Seifenchristbaum  <Dezember 2005>                                              http://seifenchristbaum.naturseife.com

Was passiert, wenn mitternächtliche Geistesblitze am nächsten Tag  - und all den zähen Tagen danach -  mit der Realität zusammentreffen - dieser interessanten Frage wollen wir hier heute Abend gemeinsam nachgehen. Begonnen hat es bereits im September nach etlichen Runden Grün- und Kräutertee, spätnachts - da war er plötzlich da, der Gedanke einen Baum komplett mit selbstfabizierten Seifchens zu schmücken - einfach so, weil es das bisher noch nie gegeben hat (oder wir es bloß noch nicht gesehen haben, wer weiß?). 
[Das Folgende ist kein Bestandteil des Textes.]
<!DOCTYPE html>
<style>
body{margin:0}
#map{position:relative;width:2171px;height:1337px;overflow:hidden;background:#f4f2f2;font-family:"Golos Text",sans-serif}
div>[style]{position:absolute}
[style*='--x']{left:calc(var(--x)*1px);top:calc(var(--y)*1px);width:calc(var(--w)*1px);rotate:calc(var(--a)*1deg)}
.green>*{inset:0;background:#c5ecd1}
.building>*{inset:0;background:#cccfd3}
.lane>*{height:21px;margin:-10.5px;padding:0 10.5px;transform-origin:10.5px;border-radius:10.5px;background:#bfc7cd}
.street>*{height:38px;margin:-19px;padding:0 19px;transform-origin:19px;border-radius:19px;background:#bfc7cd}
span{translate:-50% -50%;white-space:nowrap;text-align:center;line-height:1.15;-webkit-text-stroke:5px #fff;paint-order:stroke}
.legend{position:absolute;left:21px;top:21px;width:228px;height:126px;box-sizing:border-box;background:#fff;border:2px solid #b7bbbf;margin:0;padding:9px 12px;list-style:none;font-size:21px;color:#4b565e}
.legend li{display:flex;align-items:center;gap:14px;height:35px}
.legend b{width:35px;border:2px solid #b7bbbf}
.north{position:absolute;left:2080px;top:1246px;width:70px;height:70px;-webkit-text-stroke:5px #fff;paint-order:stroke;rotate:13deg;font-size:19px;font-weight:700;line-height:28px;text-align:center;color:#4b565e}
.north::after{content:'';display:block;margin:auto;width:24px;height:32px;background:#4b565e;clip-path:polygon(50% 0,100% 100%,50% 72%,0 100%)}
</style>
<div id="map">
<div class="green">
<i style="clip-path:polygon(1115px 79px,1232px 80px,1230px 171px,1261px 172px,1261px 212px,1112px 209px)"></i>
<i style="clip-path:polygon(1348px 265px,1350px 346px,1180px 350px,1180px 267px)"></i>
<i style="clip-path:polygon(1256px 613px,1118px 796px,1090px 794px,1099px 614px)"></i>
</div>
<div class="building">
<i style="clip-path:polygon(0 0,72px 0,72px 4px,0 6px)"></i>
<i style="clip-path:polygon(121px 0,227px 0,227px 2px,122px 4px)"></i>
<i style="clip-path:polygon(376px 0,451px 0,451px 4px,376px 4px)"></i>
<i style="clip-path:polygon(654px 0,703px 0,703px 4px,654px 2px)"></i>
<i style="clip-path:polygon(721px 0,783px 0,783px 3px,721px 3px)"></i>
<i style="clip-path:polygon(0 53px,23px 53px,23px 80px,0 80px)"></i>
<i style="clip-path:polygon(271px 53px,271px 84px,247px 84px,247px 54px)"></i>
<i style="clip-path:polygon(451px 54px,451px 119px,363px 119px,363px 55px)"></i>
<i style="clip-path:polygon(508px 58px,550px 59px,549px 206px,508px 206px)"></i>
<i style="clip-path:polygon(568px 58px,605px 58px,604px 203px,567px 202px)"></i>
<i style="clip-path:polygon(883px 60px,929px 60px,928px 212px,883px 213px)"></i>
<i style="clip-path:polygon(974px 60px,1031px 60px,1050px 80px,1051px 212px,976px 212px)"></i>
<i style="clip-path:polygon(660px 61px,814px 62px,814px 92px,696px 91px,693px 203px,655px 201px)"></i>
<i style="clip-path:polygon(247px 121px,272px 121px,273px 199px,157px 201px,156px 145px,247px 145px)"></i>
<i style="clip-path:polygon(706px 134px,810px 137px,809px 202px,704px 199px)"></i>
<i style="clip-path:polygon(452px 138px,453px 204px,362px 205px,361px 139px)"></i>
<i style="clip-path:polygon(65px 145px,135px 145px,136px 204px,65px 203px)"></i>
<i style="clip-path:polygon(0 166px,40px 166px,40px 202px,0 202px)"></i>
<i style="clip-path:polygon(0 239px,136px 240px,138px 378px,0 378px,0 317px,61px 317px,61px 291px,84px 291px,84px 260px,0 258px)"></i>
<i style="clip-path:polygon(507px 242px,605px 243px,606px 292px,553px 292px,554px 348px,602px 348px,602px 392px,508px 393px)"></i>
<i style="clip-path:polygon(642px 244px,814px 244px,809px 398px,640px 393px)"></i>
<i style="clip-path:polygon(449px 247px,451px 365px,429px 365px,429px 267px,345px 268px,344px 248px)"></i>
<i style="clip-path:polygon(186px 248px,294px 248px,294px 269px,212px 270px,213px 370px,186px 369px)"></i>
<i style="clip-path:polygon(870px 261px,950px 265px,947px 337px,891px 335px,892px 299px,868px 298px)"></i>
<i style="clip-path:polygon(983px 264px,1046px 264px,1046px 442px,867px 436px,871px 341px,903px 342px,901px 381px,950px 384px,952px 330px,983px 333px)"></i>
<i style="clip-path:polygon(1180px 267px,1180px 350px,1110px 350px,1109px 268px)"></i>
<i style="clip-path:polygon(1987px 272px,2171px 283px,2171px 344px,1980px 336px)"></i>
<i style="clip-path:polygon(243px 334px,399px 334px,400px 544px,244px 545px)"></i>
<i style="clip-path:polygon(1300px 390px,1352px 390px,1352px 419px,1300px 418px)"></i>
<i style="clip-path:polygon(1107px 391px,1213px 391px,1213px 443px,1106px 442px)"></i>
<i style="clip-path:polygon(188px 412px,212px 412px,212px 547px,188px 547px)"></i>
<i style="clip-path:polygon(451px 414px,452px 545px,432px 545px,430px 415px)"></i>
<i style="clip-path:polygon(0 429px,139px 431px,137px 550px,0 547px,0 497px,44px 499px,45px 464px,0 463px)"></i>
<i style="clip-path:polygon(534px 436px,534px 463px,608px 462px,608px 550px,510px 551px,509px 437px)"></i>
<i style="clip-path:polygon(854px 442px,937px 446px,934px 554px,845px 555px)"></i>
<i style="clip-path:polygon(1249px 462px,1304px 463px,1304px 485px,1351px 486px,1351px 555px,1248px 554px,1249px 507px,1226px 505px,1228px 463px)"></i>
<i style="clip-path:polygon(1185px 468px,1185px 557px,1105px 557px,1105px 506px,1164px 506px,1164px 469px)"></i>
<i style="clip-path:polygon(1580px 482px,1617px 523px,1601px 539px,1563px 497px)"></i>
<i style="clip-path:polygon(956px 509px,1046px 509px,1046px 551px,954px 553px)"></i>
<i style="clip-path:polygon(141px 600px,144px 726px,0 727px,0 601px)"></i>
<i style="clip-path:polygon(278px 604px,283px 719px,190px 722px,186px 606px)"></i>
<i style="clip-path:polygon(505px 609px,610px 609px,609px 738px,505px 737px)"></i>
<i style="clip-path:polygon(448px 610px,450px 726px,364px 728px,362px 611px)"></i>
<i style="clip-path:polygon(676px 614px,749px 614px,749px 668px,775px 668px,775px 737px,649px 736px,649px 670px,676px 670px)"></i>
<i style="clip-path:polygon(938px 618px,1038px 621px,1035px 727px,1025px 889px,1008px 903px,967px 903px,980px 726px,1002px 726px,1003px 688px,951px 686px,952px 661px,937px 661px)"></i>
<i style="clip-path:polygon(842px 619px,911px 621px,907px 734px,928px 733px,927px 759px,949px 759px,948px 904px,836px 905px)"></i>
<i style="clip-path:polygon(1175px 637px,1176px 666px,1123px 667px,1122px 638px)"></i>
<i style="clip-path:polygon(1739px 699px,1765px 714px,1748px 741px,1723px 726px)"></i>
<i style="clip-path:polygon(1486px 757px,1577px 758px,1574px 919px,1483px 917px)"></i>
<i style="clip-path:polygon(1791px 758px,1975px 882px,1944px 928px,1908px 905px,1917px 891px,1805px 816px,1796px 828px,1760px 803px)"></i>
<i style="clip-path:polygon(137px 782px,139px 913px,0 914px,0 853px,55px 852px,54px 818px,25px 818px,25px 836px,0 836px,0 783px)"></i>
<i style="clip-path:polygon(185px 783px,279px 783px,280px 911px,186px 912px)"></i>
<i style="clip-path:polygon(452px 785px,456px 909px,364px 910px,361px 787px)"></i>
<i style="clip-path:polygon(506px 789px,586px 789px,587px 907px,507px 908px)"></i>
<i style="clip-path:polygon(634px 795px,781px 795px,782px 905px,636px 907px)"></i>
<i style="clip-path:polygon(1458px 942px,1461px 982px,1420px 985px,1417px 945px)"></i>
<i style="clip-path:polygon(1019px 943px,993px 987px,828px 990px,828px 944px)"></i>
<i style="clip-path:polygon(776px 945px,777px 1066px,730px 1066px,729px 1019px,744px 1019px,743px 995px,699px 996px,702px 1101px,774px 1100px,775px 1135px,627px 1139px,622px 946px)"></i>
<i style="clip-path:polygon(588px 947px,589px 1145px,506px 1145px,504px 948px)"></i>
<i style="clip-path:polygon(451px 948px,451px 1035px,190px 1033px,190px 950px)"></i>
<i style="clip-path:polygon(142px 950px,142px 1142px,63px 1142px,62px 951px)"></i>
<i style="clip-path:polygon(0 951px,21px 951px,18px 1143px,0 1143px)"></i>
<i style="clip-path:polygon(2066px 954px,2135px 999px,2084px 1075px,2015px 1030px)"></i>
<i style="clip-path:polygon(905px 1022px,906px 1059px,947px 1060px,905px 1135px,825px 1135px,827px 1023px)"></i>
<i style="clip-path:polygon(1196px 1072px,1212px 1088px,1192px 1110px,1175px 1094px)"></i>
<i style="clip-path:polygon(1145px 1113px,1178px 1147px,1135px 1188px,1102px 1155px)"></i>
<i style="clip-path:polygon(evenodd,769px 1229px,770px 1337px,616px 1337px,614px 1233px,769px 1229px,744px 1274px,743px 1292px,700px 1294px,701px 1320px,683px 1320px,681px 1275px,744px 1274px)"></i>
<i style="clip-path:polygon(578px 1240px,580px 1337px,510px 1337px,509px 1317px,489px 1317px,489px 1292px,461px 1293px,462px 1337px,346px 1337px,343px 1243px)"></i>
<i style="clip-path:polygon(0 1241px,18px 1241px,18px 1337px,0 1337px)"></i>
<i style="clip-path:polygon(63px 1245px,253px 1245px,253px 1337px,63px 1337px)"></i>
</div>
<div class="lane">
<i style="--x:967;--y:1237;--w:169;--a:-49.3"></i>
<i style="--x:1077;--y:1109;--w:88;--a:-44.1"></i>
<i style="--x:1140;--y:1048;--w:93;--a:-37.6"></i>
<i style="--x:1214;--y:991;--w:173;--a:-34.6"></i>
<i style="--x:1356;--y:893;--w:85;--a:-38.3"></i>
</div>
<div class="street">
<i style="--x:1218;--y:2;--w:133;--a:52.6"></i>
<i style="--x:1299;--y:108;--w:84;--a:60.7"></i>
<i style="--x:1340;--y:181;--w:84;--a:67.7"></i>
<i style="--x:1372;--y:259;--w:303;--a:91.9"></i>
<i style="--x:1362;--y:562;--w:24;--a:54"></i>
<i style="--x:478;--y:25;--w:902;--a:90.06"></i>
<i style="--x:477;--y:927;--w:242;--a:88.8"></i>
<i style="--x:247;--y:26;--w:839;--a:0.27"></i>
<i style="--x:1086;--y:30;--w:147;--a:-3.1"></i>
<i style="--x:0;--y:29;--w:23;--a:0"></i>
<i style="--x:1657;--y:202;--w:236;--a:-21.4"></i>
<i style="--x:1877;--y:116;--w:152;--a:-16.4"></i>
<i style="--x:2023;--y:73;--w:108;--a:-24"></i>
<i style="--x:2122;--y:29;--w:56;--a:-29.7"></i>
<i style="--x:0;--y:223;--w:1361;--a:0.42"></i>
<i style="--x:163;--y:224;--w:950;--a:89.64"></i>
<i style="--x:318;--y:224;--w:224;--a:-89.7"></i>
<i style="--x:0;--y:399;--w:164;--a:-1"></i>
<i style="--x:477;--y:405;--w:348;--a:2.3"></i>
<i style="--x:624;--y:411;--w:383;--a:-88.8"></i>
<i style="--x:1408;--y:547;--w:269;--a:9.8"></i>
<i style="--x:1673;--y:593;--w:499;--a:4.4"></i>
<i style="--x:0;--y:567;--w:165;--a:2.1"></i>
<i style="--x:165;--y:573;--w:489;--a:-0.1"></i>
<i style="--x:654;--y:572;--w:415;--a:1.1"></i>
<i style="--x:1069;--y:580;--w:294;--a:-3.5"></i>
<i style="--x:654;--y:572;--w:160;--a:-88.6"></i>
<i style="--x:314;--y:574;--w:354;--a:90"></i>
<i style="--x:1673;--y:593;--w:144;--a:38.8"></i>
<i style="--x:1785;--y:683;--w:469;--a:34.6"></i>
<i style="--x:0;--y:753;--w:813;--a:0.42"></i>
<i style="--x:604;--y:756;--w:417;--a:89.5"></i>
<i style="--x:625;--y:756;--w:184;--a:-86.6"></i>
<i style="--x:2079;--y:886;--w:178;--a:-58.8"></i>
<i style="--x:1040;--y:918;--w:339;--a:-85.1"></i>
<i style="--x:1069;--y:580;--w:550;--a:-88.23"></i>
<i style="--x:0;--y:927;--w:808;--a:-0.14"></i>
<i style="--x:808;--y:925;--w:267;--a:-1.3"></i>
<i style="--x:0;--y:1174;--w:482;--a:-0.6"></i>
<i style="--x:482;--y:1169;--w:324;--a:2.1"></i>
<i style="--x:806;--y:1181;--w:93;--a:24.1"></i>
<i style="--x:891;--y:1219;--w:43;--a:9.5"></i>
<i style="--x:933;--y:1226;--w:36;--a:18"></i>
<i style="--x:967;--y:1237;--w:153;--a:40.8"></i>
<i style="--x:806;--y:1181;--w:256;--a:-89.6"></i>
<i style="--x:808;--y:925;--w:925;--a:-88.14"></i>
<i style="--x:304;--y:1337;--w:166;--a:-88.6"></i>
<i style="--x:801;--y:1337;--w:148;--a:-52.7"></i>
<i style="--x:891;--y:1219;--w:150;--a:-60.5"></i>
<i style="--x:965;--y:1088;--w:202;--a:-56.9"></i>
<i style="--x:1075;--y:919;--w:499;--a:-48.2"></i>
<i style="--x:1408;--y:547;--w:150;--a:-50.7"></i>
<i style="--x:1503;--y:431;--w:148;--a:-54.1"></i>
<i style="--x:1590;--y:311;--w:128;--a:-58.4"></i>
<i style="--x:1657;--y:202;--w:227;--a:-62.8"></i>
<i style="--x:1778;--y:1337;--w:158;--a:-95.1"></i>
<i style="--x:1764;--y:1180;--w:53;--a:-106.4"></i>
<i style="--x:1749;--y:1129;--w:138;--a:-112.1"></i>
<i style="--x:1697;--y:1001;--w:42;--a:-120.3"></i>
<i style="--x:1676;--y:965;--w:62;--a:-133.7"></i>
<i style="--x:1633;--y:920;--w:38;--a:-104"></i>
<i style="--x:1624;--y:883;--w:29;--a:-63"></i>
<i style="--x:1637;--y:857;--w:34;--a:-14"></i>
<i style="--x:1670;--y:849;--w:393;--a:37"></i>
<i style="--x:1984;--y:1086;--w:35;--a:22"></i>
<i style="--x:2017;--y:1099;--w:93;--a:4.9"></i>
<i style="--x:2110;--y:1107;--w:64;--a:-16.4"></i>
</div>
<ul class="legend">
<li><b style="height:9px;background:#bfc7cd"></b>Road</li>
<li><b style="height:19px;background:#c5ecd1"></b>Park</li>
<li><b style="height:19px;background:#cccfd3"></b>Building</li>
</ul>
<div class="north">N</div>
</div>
Am Anfang sah es recht unkomplizert aus - im Forum fanden wir jede Menge Mitsiederinnen, und auch LichtInsDunkel war von der Idee so eines versteigerungstauglichen Objektes  durchaus angetan. Fröhlich begannen wir also, nach einem passenden Aufstellungsort für den Baum zu fahnden (mein Gästezimmer war ziemlich rasch aus dem Rennen wegen mangelndem Publikumsverkehr) - mit größtmöglichem Optimismus wollten wir hoch hinaus und peilten gleich mal Wiens Rathaus an - der jährliche Adventzauber könnte doch auch einem höheren Zweck - also unserem Seifenchristbaum - dienen, oder ? 

Um es gleich zu sagen: wir stießen beim den Zuständigen im Rathaus auf viel Entgegenkommen und Verständnis - allerdings gepaart mit einer schmerzhaften Dosis Realismus: der Baum würde von Souvenirjägern behelligt werden gab man uns zu bedenken.... eine seifensiederliche Leibwache für den Baum war aus organisatorischen Gründen ebenfalls nicht im Rahmen des Möglichen da die meisten Siederinnen in Deutschland leben also machten wir eine Kehrtwende, weg von den Menschenmassen, hin zur abgeschirmten Exklusivität eines -  Fernsehstudios. Dachten wir uns jedenfalls. Ein Email ging raus, dann noch eines. Nichts. Keine Reaktion außer dem üblichen Brief vom GIS (das sind die netten Leute die regelmäßig die Fernseh- und Rundfunkgebühren kassieren). Eine der beherzteren Siederinnen griff zum Telefon. Gespräche werden geführt, Zuständige sind da oder auch nicht - und unterm Strich kommen wir kein Stück weiter, dafür flattert ein Tag nach dem anderen vom Abreißkalender meiner Kinder und plötzlich beginnt der Dezember.  Während sich die letzten Seifen aus Deutschland noch am Postweg befinden kommen wir langsam aber sicher in Zugzwang. 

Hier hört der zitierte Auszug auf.